The growers, including Delano Farms Co., Gerawan Farming, Fourstar Fruit and Bidart Bros., contend that the Fresno-based California Table Grape Commission violates First Amendment rights by collecting mandated fees to pay for a range of services including advertising and marketing. The commission has prevailed in two lower courts.
“We have nothing personal against the employees of the California Table Grape Commission, but we just don’t like a board of our competitors taking our money to determine how to advertise and promote our product because we are cutthroat in our industry,” said Clovis attorney Brian Leighton, who represents the plaintiffs.
In court documents, the growers have claimed that the “commission’s generic advertising violates their rights to free speech, free association, due process, liberty and privacy under the California Constitution.”
The 5th District Court of Appeal in April upheld Fresno County Superior Court Judge Donald S. Black’s ruling in favor of the commission. The court ruled that the commission is a governmental entity, and therefore its speech can be funded by assessments collected from the growers.
“Every court that has looked at the commission program for the last decade has reached the same conclusion — that it is lawful and constitutional,” said Tom Saunders, a Washington D.C.-based attorney for the commission. “We solely expect the California Supreme Court will come to the same conclusion.”

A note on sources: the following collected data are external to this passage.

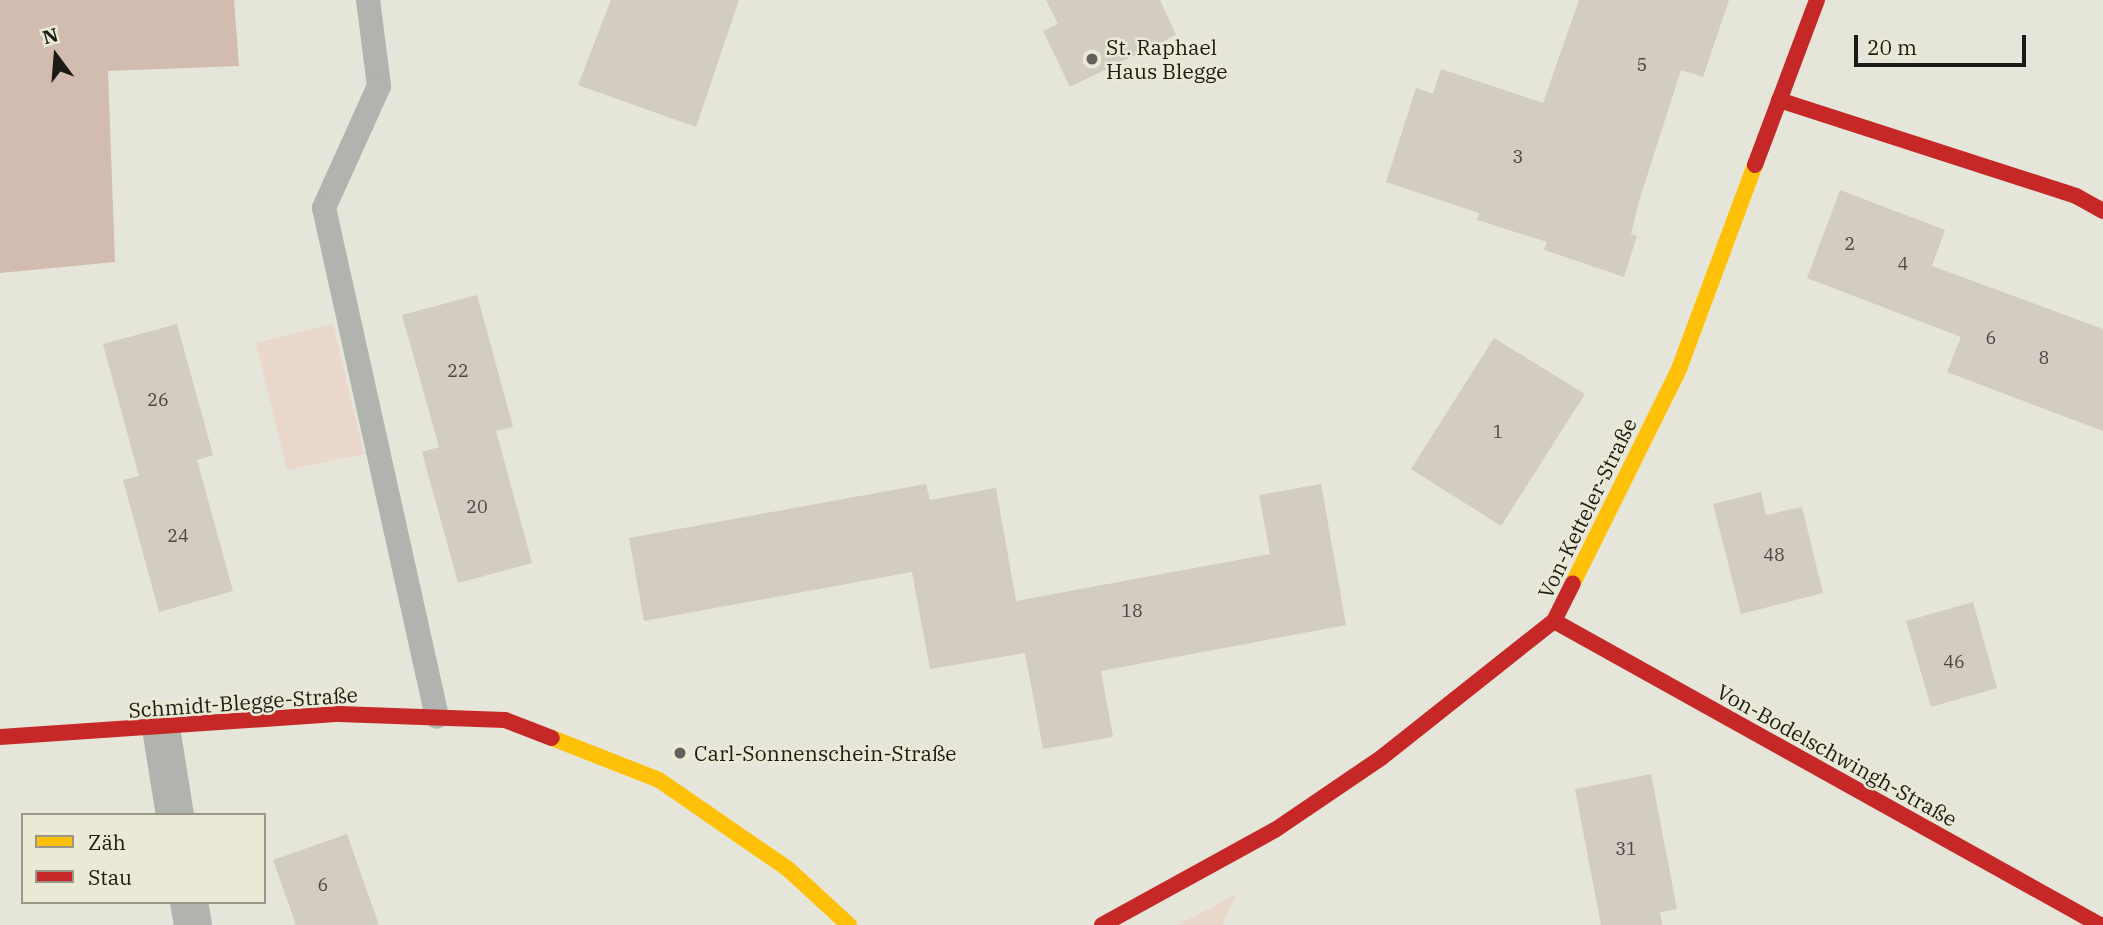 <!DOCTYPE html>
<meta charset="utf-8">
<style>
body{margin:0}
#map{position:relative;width:2103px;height:925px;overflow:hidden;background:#e6e5da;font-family:"IBM Plex Serif",serif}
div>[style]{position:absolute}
.green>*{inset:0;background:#e9d7cc}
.forest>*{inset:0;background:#d1bcaf}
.building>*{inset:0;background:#d2ccc2}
.lane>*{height:24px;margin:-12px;padding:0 12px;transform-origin:12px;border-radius:12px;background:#b0b3ae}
.street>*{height:38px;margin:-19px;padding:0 19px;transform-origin:19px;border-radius:19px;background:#b0b3ae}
.slow>*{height:16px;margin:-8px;padding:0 8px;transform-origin:8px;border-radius:8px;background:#ffc107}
.jam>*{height:16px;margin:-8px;padding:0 8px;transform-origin:8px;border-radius:8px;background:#c62828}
.dots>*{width:19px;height:19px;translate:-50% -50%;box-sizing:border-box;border:4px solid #eae9d6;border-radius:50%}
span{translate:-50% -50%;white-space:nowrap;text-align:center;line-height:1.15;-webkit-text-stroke:5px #eae9d6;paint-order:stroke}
.number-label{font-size:18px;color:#4a4841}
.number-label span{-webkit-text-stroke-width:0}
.poi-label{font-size:21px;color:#1c1b15}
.left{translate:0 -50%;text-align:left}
.street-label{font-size:21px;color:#1c1b15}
.legend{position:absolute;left:21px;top:813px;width:245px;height:91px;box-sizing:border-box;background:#eae9d6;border:2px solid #989789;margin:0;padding:9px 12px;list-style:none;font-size:21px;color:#1c1b15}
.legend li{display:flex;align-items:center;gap:14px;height:35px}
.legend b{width:35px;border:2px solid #989789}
.north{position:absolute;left:21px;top:21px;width:70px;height:70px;-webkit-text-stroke:5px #eae9d6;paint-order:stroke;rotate:344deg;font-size:19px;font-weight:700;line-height:28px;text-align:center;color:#1c1b15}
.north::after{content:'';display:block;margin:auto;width:24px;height:32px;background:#1c1b15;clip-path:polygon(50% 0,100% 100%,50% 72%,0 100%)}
.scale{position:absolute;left:1854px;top:35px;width:172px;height:32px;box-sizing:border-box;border:4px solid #1c1b15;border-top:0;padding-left:9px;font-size:21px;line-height:24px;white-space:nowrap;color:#1c1b15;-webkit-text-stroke:5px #eae9d6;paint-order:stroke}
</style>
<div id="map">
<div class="green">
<div style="clip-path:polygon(333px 324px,364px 454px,287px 470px,256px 343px)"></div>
<div style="clip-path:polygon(1237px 894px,1222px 925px,1178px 925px)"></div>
</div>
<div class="forest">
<div style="clip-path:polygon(0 0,234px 0,239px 66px,108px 71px,115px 262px,0 273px)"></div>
</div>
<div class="building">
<div style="clip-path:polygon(611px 0,739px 0,696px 127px,578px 85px)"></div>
<div style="clip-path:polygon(1046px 0,1160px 0,1176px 35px,1070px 87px,1043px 31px,1058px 24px)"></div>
<div style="clip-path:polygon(1579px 0,1729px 0,1703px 77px,1681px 70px,1640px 198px,1631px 234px,1637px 236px,1624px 277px,1544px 250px,1547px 242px,1477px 220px,1479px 213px,1386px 182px,1416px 88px,1433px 94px,1441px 69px,1543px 103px)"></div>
<div style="clip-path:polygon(1840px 190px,1945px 230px,1932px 266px,2103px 329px,2103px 431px,1947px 372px,1961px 337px,1807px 278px)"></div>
<div style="clip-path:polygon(477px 295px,513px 427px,496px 431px,532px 563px,458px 583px,422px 452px,439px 447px,402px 315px)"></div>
<div style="clip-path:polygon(177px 324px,213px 455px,197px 460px,233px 591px,159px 612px,123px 480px,139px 476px,103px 344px)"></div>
<div style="clip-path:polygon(1494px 338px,1585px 394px,1501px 526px,1411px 469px)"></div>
<div style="clip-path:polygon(926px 484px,930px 500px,996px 488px,1016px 601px,1270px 554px,1259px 495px,1321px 484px,1346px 625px,1101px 671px,1113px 737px,1043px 749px,1025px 653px,930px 669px,912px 572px,644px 621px,629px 538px)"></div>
<div style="clip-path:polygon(1761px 492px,1766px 515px,1802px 507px,1823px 593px,1741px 614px,1713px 504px)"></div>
<div style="clip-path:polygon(1973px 602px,1997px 688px,1931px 707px,1906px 621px)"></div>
<div style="clip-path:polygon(1651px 774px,1677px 909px,1660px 912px,1662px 925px,1601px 925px,1575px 789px)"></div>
<div style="clip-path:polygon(347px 834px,379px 925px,296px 925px,273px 860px)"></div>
</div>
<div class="lane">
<div style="left:368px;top:0;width:87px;rotate:82.7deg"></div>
<div style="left:379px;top:86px;width:134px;rotate:114.3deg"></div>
<div style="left:324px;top:208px;width:521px;rotate:77.48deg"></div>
</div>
<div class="street">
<div style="left:161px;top:728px;width:88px;rotate:80.9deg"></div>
<div style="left:189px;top:902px;width:23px;rotate:80deg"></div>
</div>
<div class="slow">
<div style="left:1573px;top:583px;width:239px;rotate:-63.6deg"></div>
<div style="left:1679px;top:369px;width:218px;rotate:-69.6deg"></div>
<div style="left:552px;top:738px;width:115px;rotate:21.4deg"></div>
<div style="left:659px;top:780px;width:157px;rotate:34.6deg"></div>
<div style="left:788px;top:869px;width:83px;rotate:42.6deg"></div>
</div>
<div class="jam">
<div style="left:1779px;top:100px;width:312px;rotate:17.9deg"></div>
<div style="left:2076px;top:196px;width:31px;rotate:29deg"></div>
<div style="left:1755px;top:165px;width:176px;rotate:-69.4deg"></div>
<div style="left:1554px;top:621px;width:625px;rotate:29.11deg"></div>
<div style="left:0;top:737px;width:340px;rotate:-3.9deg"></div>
<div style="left:339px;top:714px;width:166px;rotate:2.1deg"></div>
<div style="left:505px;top:720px;width:50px;rotate:21deg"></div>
<div style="left:1102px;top:925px;width:197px;rotate:-28.8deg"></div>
<div style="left:1275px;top:830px;width:128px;rotate:-34.2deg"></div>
<div style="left:1381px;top:758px;width:221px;rotate:-38.4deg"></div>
<div style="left:1554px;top:621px;width:42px;rotate:-63.4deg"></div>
</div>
<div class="dots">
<div style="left:1092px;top:59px;background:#63625a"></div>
<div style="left:680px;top:753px;background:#63625a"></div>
</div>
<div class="number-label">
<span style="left:1642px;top:65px">5</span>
<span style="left:1518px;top:157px">3</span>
<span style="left:1850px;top:244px">2</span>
<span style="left:1903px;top:264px">4</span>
<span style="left:1991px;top:338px">6</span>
<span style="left:2044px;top:358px">8</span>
<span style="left:458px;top:371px">22</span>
<span style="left:158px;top:400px">26</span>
<span style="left:1498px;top:432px">1</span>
<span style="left:477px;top:507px">20</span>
<span style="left:178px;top:536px">24</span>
<span style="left:1774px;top:555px">48</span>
<span style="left:1132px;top:611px">18</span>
<span style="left:1954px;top:662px">46</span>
<span style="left:1626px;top:849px">31</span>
<span style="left:323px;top:885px">6</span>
</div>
<div class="poi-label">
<span class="left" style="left:1106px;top:59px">St. Raphael<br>Haus Blegge</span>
<span class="left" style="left:694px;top:753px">Carl-Sonnenschein-Straße</span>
</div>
<div class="street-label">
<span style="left:1587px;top:508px;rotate:-64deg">Von-Ketteler-Straße</span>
<span style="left:243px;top:702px;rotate:-4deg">Schmidt-Blegge-Straße</span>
<span style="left:1837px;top:755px;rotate:29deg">Von-Bodelschwingh-Straße</span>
</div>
<ul class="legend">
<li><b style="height:9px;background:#ffc107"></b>Zäh</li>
<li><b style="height:9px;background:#c62828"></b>Stau</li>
</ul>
<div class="north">N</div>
<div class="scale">20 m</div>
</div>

The case has been in and out of court since 1996. Growers shell out millions of dollars in fees each year to help fund the commission, Leighton said.
“It’s so much money,” he said. “Our competitors determine where to spend the money and what type of promotion would happen. We know how to market our crop.”
The table grape commission was created in 1967 by the Legislature to promote California table grapes and to fund research programs.
A similar issue recently rose to the U.S. Supreme Court in a case pitting Fresno County grower Marvin Horne and other dissident California raisin producers against the U.S. Department of Agriculture. Horne, with Leighton’s help, won that case: The court said the program that compels some raisins to be held back in a reserve is subject to the just compensation commands of the Fifth Amendment.